When the PAG layer removal part 30 has the cleaning part which cleans the solid phase 1 from which the PAG layer has been removed, all or a part of the cleaning part may also be used as the cleaning part 50.

Also, the nucleic acid array production device 100 may include a solid phase moving part 60 which moves the solid phase 1 to the PAG layer formation part 10, the light exposure part 20, or the PAG layer removal part 30 and a solid phase moving controller 61 which controls the movement of the solid phase moving part 60. Thus, it is possible to efficiently produce a nucleic acid array by automatically moving the solid phase 1 to the PAG layer formation part 10, the light exposure part 20, or the PAG layer removal part 30. The solid phase moving part 60 may also be configured to move the solid phase 1 to the nucleotide derivative reaction part 40 (for example, FIG. 3). After the completion of the reaction in the nucleotide derivative reaction part 40, the solid phase 1 may be configured to return to the PAG layer formation part 10. It should be noted that, although the solid phase moving part 60 has a belt-like constitution in which the parts are connected in the example of FIG. 3, the constitution of the solid phase moving part 60 is not limited, and for example, the solid phase 1 may be configured to move by an arm or the like.
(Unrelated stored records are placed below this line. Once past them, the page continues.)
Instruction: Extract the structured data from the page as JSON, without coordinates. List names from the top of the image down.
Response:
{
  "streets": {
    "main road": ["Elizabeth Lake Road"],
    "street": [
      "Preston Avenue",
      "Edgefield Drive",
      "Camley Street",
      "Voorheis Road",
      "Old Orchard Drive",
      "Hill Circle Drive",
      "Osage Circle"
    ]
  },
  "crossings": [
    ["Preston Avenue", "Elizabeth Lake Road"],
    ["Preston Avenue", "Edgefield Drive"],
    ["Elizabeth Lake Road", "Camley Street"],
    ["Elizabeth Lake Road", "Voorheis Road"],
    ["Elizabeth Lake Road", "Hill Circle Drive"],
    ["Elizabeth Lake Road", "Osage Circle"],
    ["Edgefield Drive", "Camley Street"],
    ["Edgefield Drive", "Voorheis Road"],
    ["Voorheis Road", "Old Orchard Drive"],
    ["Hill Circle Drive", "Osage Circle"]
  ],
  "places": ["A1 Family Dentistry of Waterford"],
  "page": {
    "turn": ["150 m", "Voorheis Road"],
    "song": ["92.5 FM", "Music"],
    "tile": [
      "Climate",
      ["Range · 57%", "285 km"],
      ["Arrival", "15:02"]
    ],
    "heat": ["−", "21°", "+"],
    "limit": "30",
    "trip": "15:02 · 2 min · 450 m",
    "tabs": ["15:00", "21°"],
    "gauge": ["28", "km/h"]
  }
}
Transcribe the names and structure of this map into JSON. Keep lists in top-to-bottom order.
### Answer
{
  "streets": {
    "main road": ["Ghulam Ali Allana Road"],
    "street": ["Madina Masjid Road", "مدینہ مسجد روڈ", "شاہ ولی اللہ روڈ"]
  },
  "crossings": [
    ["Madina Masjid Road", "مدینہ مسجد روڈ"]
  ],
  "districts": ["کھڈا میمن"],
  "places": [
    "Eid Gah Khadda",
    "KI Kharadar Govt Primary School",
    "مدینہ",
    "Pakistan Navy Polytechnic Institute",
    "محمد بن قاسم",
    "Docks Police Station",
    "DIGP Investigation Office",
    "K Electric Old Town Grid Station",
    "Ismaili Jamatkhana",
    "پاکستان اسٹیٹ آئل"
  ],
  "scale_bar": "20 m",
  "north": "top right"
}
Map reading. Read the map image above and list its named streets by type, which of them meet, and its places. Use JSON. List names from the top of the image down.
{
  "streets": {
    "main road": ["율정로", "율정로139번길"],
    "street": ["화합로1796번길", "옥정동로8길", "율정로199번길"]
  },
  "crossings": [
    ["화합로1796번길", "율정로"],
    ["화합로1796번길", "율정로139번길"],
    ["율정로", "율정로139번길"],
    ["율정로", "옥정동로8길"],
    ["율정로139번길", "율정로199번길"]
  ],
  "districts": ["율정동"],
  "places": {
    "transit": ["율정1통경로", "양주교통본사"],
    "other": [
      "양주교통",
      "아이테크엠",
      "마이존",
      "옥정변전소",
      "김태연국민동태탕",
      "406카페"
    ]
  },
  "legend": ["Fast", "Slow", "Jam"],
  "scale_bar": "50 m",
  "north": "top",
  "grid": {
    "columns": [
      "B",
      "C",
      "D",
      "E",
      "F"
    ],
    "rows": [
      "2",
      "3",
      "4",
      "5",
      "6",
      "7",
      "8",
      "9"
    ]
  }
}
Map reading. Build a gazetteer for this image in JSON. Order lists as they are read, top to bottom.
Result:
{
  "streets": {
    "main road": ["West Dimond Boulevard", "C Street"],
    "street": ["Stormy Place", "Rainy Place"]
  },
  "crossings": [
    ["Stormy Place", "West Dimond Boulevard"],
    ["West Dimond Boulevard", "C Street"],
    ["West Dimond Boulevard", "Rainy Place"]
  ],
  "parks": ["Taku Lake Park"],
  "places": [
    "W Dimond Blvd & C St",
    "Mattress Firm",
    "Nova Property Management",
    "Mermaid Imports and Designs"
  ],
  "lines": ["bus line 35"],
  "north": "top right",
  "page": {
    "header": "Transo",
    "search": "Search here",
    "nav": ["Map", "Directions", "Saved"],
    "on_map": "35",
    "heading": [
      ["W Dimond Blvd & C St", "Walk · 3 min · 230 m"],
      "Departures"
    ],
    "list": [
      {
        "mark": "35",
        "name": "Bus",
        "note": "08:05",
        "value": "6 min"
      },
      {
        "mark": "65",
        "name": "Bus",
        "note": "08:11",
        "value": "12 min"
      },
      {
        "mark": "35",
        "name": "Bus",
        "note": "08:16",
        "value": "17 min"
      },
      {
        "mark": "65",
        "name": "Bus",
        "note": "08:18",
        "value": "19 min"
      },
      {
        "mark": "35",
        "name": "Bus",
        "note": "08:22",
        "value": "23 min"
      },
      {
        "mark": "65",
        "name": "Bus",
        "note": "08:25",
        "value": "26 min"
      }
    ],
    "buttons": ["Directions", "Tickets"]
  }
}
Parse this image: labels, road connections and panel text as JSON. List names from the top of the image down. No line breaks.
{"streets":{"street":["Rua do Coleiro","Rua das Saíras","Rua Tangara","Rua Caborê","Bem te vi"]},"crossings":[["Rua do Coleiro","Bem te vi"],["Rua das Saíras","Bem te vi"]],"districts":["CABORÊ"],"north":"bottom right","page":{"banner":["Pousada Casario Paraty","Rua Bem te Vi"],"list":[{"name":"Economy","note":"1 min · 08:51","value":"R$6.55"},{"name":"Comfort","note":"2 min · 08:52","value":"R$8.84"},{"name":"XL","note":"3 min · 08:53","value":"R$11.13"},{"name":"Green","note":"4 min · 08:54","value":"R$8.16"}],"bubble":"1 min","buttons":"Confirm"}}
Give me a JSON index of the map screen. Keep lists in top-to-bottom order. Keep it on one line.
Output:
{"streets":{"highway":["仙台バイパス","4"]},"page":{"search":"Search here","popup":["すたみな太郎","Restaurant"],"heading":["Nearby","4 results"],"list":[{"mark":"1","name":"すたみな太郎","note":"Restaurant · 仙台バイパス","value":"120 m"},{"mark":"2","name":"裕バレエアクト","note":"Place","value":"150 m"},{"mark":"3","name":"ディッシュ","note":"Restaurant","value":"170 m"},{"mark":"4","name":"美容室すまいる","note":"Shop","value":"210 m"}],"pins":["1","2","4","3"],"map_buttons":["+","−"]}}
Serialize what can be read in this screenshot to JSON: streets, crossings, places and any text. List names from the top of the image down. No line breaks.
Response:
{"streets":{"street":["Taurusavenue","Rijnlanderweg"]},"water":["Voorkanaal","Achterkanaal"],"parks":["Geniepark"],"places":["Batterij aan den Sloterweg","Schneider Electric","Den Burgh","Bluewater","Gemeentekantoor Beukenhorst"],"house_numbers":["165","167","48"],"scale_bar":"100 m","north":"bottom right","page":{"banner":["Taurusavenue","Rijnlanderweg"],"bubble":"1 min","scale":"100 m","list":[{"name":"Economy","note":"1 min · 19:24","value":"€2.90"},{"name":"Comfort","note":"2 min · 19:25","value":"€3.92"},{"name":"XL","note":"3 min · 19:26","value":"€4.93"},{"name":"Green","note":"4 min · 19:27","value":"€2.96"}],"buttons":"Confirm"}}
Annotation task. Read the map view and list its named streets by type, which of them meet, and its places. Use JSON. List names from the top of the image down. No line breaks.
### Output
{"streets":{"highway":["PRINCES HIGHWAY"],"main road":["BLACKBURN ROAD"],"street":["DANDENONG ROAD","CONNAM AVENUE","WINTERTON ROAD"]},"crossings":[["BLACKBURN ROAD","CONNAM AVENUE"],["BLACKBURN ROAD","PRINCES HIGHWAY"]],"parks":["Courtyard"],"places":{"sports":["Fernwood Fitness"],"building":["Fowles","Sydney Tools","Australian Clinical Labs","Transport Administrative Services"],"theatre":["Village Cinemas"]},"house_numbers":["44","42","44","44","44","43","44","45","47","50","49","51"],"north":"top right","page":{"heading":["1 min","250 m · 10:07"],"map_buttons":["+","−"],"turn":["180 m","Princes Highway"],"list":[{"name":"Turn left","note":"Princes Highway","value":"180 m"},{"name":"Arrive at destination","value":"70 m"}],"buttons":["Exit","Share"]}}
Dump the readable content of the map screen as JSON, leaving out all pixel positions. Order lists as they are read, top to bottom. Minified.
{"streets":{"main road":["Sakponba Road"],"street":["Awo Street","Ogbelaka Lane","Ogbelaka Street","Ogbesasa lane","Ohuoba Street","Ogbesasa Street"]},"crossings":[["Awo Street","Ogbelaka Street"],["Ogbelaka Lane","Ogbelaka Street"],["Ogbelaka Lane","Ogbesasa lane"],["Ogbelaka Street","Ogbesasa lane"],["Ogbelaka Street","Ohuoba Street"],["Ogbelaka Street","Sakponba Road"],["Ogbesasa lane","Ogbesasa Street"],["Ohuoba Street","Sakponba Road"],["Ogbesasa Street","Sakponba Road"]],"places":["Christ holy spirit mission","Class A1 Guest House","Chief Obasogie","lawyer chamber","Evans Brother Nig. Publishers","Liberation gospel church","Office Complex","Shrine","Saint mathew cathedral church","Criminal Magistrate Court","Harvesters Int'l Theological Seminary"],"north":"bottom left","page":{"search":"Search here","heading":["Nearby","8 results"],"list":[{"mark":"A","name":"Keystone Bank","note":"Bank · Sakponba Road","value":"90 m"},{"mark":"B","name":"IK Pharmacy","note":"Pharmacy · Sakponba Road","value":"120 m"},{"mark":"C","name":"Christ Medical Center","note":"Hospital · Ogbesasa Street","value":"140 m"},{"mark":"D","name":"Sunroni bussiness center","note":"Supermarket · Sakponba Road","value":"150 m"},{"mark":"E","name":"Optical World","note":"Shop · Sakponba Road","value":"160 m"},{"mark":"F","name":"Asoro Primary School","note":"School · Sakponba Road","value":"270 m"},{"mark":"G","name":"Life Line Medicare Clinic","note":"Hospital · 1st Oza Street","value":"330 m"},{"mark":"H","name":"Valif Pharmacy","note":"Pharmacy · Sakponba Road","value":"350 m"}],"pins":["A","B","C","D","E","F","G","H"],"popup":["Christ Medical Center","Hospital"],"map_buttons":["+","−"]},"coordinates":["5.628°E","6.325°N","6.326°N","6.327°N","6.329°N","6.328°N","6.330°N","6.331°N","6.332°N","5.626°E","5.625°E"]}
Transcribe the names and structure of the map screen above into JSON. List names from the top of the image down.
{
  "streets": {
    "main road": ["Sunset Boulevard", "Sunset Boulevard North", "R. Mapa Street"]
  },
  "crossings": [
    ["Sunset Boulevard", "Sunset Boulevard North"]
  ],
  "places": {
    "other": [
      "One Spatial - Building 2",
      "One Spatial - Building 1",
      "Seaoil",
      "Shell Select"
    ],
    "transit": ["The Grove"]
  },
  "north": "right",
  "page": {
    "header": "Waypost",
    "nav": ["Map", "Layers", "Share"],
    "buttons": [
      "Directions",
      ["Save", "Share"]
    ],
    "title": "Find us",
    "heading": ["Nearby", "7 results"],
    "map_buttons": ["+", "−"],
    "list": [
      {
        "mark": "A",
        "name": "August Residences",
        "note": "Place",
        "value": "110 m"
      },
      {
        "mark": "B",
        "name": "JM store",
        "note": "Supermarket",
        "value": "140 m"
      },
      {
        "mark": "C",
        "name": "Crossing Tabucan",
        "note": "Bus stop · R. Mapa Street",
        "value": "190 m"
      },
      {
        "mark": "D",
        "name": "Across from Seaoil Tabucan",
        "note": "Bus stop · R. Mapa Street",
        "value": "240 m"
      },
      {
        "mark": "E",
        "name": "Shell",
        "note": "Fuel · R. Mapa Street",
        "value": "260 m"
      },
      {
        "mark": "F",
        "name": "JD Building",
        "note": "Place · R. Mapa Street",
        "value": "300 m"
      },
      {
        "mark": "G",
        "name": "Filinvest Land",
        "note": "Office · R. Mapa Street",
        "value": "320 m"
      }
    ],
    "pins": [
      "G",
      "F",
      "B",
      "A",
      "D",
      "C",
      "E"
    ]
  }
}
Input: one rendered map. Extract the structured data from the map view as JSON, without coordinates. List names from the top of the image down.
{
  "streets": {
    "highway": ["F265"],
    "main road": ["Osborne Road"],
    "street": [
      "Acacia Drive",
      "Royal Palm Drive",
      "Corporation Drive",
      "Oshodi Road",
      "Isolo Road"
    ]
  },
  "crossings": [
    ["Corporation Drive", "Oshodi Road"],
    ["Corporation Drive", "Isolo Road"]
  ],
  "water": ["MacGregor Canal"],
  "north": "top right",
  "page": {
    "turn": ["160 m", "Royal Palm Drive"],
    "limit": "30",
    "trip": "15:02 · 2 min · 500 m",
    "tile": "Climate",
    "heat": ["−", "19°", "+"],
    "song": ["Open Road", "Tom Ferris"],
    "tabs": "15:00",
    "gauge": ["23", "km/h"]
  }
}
Furthermore, in the nucleic acid array production device 100, the light source 21 of the light exposure part 20 may be disposed above the PAG layer formation part 10 (for example, FIG. 4). For example, when a PAG layer is formed using spin coating, a light source of a light exposure part may be disposed directly above a rotation table of a spin coater. With such a constitution, it is possible to continuously perform the PAG layer formation step and the light exposure step without moving the solid phase 1. In this case, all or a part of the PAG layer formation part 10 is configured to be used as the light exposure part 20 as well.

In addition, in the nucleic acid array production device 100, all or a part of the PAG layer formation part 10 may also be used as the PAG layer removal part 30 (for example, FIG. 4). For example, the PAG layer gripping and peeling part and the PAG layer adhering and peeling part can be provided in the PAG layer formation part 10 and the PAG layer 2 which has been exposed to light can be removed. Furthermore, when the removal of the PAG layer is performed through the dissolution using a solvent, as described above, it is not necessary to necessarily immerse the solid phase in the solvent and it is also possible to perform the removal by applying a small amount of solvent. For this reason, for example, a spin coater, a slit die coater, a spray coater, or the like disposed in the PAG layer formation part 10 may be used for applying a solvent to the PAG layer. With such a constitution, the PAG layer formation step, the light exposure step, and The PAG layer removal step can be continuously performed without moving the solid phase.

The nucleic acid array production device 100 can include a controller 70 which controls an operation of each of the above-mentioned parts, an array arrangement storage part 71 which stores the sequence of each probe in a nucleic acid array, and the like as arbitrary constituent elements in addition to the above-mentioned parts.

An example of an operation of the nucleic acid array production device 100 including the above-described constituent elements will be described.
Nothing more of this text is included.